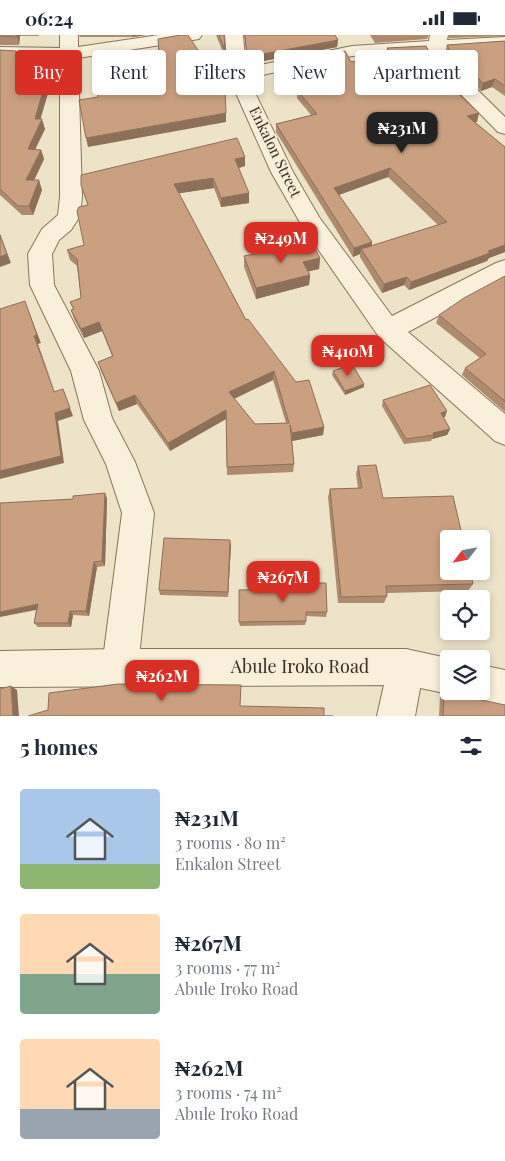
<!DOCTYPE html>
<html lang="en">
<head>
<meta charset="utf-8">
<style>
  body { margin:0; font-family:"Playfair Display",serif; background:#f6f6f7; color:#1f2937; height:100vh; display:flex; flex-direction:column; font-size:19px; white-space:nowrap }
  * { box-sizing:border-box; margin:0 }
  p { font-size:16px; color:#747a83 }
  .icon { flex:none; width:28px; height:28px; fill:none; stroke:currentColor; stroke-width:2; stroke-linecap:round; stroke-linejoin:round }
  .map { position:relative; height:681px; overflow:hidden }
  .drawer { display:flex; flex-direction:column; background:#fff; flex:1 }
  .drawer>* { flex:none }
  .top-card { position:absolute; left:15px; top:15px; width:475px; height:45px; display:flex; gap:10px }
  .needle { width:32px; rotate:238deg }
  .tools { position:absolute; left:440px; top:495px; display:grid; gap:10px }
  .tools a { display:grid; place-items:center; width:50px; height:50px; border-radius:5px; background:#fff; box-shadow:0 2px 8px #0003; font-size:25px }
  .price { position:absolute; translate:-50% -42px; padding:0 11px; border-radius:10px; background:#d93025; color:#fff; font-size:16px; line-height:32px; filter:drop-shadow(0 1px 2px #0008) }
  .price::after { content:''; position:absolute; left:50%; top:30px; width:15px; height:11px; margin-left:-8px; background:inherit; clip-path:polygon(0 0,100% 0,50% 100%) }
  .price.selected { background:#222; color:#fff }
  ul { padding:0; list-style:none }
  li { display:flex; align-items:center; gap:15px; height:125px; padding:0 20px }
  li span { display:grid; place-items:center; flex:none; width:140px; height:100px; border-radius:5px; color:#555 }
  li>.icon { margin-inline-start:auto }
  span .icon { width:60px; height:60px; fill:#fffc; stroke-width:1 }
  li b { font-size:21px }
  h2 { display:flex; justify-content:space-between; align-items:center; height:60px; padding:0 20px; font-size:21px }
  .pill { padding:0 18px; border-radius:5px; background:#fff; box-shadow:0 2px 8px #0003; font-size:18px; line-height:45px }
  .pill.selected { background:#d93025; color:#fff }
  .status { display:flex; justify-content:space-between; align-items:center; height:35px; padding:0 25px; background:#fff; direction:ltr }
  .status svg { height:14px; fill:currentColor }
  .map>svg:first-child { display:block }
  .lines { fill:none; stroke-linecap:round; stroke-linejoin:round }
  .minor-casing { stroke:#89755e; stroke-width:2 }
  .tertiary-casing { stroke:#89755e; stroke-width:2 }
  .minor { fill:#f8f0db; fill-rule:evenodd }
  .tertiary { fill:#f8f0db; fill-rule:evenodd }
  .wall { fill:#ae8a6e; fill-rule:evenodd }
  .shaded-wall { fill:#8d705a }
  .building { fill:#caa080; stroke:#8d705a; fill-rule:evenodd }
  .labels { text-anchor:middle; stroke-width:4; stroke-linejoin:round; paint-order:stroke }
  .street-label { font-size:15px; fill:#3a2d21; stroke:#f5edd7 }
  .near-street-label { font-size:18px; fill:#3a2d21; stroke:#f5edd7 }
</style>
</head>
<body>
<div class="status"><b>06:24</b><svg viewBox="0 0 49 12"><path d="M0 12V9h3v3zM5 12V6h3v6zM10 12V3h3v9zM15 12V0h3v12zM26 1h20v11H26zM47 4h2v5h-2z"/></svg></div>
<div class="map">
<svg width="505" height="681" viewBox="0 0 505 681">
  <rect width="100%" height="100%" fill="#ede3c8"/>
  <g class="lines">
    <g class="minor-casing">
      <g id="minor">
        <polygon points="60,0 78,0 78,12 159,0 202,0 199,4 193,5 78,23 82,162 80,181 71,195 59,205 52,219 54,250 99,336 112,383 135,427 154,478 138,632 133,645 120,650 107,645 102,632 122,478 106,429 84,385 71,336 30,250 28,219 42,194 58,180 60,162 60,24 0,22 0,12 60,13"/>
        <polygon points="225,0 243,0 246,33 352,11 429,6 430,0 448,0 447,5 505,2 505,12 443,16 445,23 505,82 505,99 498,97 431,29 425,17 352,21 248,43 293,137 319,182 392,281 496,228 505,225 505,245 408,297 505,379 505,410 495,406 379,302 302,191 271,137 228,40"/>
        <polygon points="406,614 419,619 424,632 415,681 377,681 388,632 393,619"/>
      </g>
    </g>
    <g class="tertiary-casing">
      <g id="tertiary">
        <polygon points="120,614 406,614 452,624 449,624 449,656 456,656 449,659 406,650 0,652 0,616"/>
        <polygon points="481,630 505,635 505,671 481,666 468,661 466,656 481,656"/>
      </g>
    </g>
    <use href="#minor" class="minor"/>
    <use href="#tertiary" class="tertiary"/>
  </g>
  <g class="wall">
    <polygon points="0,0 39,0 39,1 20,1 19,10 0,10"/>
    <polygon points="79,0 146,0 133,2 80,2"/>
    <polygon points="216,0 224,0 225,22"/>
    <polygon points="244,0 335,0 338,5 337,12 248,29"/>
    <polygon points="370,0 429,0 427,4 375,8"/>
    <polygon points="448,0 505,0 505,1 449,3"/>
    <polygon points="505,6 505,61 492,52 481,56 447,22 445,18 447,10"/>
    <path d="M387 13 432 22 462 62 477 87H475L505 112V217L489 223 487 226 409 255 404 250 382 258 360 222V219L353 222 276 97V89L311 80 297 63V56L281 38 282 30 351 27 386 19ZM388 142 438 190 372 211V207L339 160Z"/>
    <polygon points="0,15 16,16 19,25 19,28 49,35 48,58 40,84 45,94 35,114 41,115 44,124 34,145 42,155 33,180 22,180 0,160"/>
    <path d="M245 131 239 133 249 168 221 172 214 153 179 158 246 285 324 392 323 400 292 406 294 429 293 437 227 440 226 384 170 416 137 369 119 376 101 336 98 327 112 321 102 296 84 303 74 284 71 275 73 274 70 267 81 263 77 231 70 225 67 215 84 210 88 170 81 150ZM273 345 286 388 255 389 234 363Z"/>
    <polygon points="244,221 320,223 319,234 308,236 310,240 309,250 256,264 244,232"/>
    <polygon points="505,241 505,377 462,340 465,333 480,323 436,288 439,280"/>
    <polygon points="333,336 364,349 364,352 345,360 332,340"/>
    <polygon points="383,365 445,382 443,382 450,394 447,400 432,404 431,406 404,409 382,371"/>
    <polygon points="358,431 383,463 473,549 468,556 387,558 387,561 384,568 338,568 328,462 330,454 358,453 356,439"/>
    <polygon points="105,458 107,464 105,531 97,532 89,581 73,580 71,592 38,592 34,588 36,575 73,464"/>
    <polygon points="231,510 228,562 160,560 159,555"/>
    <polygon points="292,548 327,577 326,582 306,581 306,586 305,590 240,591 239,587 281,554 281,552 291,552"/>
    <polygon points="444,657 505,681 439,681 440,661"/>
  </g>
  <g class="shaded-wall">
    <polygon points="17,0 19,0 20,1 19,10"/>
    <polygon points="132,0 146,0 133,2"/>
    <polygon points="338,5 337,12 248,29 247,22"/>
    <polygon points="16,16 19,25 18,38 16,29"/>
    <polygon points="47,26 49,35 48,58 38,93 35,84"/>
    <polygon points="495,44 492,52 481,56 483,48"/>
    <polygon points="464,54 461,62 456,57"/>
    <polygon points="226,78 226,87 88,112 86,103"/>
    <polygon points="479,78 477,87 465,90 467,81"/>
    <polygon points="42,84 45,94 31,123 28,114"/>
    <polygon points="41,115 44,124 30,154 26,145"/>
    <polygon points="245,122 245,131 235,134 235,124"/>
    <polygon points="390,133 388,142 333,162 334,153"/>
    <polygon points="213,143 214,153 175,159 174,149"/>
    <polygon points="39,145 42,155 33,180 29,171"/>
    <polygon points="249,158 249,168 221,172 221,163"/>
    <polygon points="0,199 11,228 0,232"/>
    <polygon points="372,207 371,216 361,214 360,219 353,222 354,213"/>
    <polygon points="505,210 505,217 489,223 487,226 409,255 411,247 488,216"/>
    <polygon points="320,223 319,234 302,238 303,227"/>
    <polygon points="310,240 309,250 256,264 256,253"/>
    <polygon points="407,242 404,250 382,258 384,249"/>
    <polygon points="28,275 41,308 38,309 58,365 34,301"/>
    <polygon points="99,287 102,296 84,303 81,294"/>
    <polygon points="274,336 273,345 230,366 229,357"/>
    <polygon points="364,349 364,352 345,360 345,356"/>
    <polygon points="63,354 73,381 58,386 64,428 0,444 0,436 55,378"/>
    <polygon points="135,360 137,369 119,376 116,368"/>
    <polygon points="226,375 226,384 170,416 168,408"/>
    <polygon points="447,376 445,382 438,384 441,378"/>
    <polygon points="324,392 323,400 292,406 292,398"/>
    <polygon points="450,394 447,400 432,404 434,400 433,398"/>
    <polygon points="105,458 107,464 105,531 102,526"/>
    <polygon points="230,505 231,510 228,562 228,557"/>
    <polygon points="94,527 97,532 89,581 86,576"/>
    <polygon points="38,569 41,574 0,582 0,577"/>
    <polygon points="70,576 73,580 71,592 68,588"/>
    <polygon points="11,651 17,655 19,681 13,681"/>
  </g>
  <g class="building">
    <polygon points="0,0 17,0 17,2 0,1"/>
    <polygon points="181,0 188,0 225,56 226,78 86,103 79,65 98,62 96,52 102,51 98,23 159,18 158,4"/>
    <polygon points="219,0 224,0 225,15"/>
    <polygon points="245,0 335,0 338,5 247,22"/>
    <polygon points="505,6 505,51 495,44 483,48 449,14 447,10"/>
    <polygon points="426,11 432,22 464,54 456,57 479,78 467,81 505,112 505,210 488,216 490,218 411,247 407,242 384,249 361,214 447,187 390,133 334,153 372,207 354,213 276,89 317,79 297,55 303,53 282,30 345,16 351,27 391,18 387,13"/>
    <polygon points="0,15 16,16 16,29 47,26 45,49 35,84 42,84 28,114 41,115 26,145 39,145 29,171 18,171 0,154"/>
    <path d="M237 103 245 122 235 124 249 158 221 163 213 143 174 149 246 285 248 284 296 347 309 345 324 392 292 398 290 390 294 429 227 432 226 375 168 408 135 360 116 368 98 327 113 321 99 287 81 294 71 275 74 274 70 267 81 263 77 224 67 215 84 210 77 176 79 172 88 170 81 150V140ZM274 336 289 388 255 389 229 357Z"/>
    <polygon points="0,200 7,219 0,222"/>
    <polygon points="311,206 320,223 303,227 310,240 256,253 244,221"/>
    <polygon points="505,241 505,366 465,333 486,319 439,280 464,263"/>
    <polygon points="25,266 37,300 34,301 54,357 63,354 70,373 55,378 61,421 0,436 0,274"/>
    <polygon points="352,329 364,349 345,356 333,336"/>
    <polygon points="430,350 447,376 441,378 450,394 433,398 434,400 406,404 383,365"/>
    <polygon points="376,430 383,463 453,461 463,504 449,504 449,536 470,536 473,549 386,551 387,561 341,562 330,454 362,453 358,431"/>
    <polygon points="105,458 102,526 94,527 86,576 70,576 68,588 34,588 38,569 0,577 0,468 73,464 73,461"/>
    <polygon points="164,503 230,505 228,557 159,555"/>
    <polygon points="292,548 326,548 327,577 306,577 306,586 239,587 239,555 282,554 281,552 292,552"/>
    <polygon points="118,649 241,650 240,671 324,673 324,681 333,681 28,681 48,675 49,658"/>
    <polygon points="11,651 13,681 0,681 0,654"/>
    <polygon points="444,657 505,670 505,681 443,681"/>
  </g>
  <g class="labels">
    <g class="street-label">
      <text transform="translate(275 117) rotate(64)" y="5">Enkalon Street</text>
    </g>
    <g class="near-street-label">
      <text x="300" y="638">Abule Iroko Road</text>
    </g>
  </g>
</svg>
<div class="tools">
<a><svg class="needle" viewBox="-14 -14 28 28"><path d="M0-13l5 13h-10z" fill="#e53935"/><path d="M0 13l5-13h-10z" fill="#747a83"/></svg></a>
<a><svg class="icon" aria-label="locate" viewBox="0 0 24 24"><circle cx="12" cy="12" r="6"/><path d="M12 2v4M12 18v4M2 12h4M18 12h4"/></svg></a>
<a><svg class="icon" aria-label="layers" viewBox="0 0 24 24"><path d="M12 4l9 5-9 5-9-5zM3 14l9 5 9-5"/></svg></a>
</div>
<b class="price selected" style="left:402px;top:119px">₦231M</b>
<b class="price" style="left:281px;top:229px">₦249M</b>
<b class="price" style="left:348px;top:342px">₦410M</b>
<b class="price" style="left:283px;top:568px">₦267M</b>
<b class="price" style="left:162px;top:667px">₦262M</b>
<div class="top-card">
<a class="pill selected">Buy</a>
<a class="pill">Rent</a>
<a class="pill">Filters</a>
<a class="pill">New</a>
<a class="pill">Apartment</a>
</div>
</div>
<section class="drawer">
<h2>5 homes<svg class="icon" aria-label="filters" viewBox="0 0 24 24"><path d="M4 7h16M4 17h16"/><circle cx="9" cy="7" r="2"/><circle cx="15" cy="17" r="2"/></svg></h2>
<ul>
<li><span style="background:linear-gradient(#a9c7e8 75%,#8fb573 0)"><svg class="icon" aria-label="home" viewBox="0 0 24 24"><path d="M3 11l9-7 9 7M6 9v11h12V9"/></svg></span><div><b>₦231M</b><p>3 rooms · 80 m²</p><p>Enkalon Street</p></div></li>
<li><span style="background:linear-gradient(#ffd9b3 60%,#7fa58c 0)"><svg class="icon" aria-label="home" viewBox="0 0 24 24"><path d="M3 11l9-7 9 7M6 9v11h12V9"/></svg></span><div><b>₦267M</b><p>3 rooms · 77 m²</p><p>Abule Iroko Road</p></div></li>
<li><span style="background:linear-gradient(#ffd9b3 70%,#9aa5b1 0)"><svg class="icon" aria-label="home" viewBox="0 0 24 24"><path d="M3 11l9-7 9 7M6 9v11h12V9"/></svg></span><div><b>₦262M</b><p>3 rooms · 74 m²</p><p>Abule Iroko Road</p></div></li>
</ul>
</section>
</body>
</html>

····················

_WORK INSTRUCTIONS_: Report the number of lines above holding "linejoin", and only that.

_YOUR SOLUTION_: 3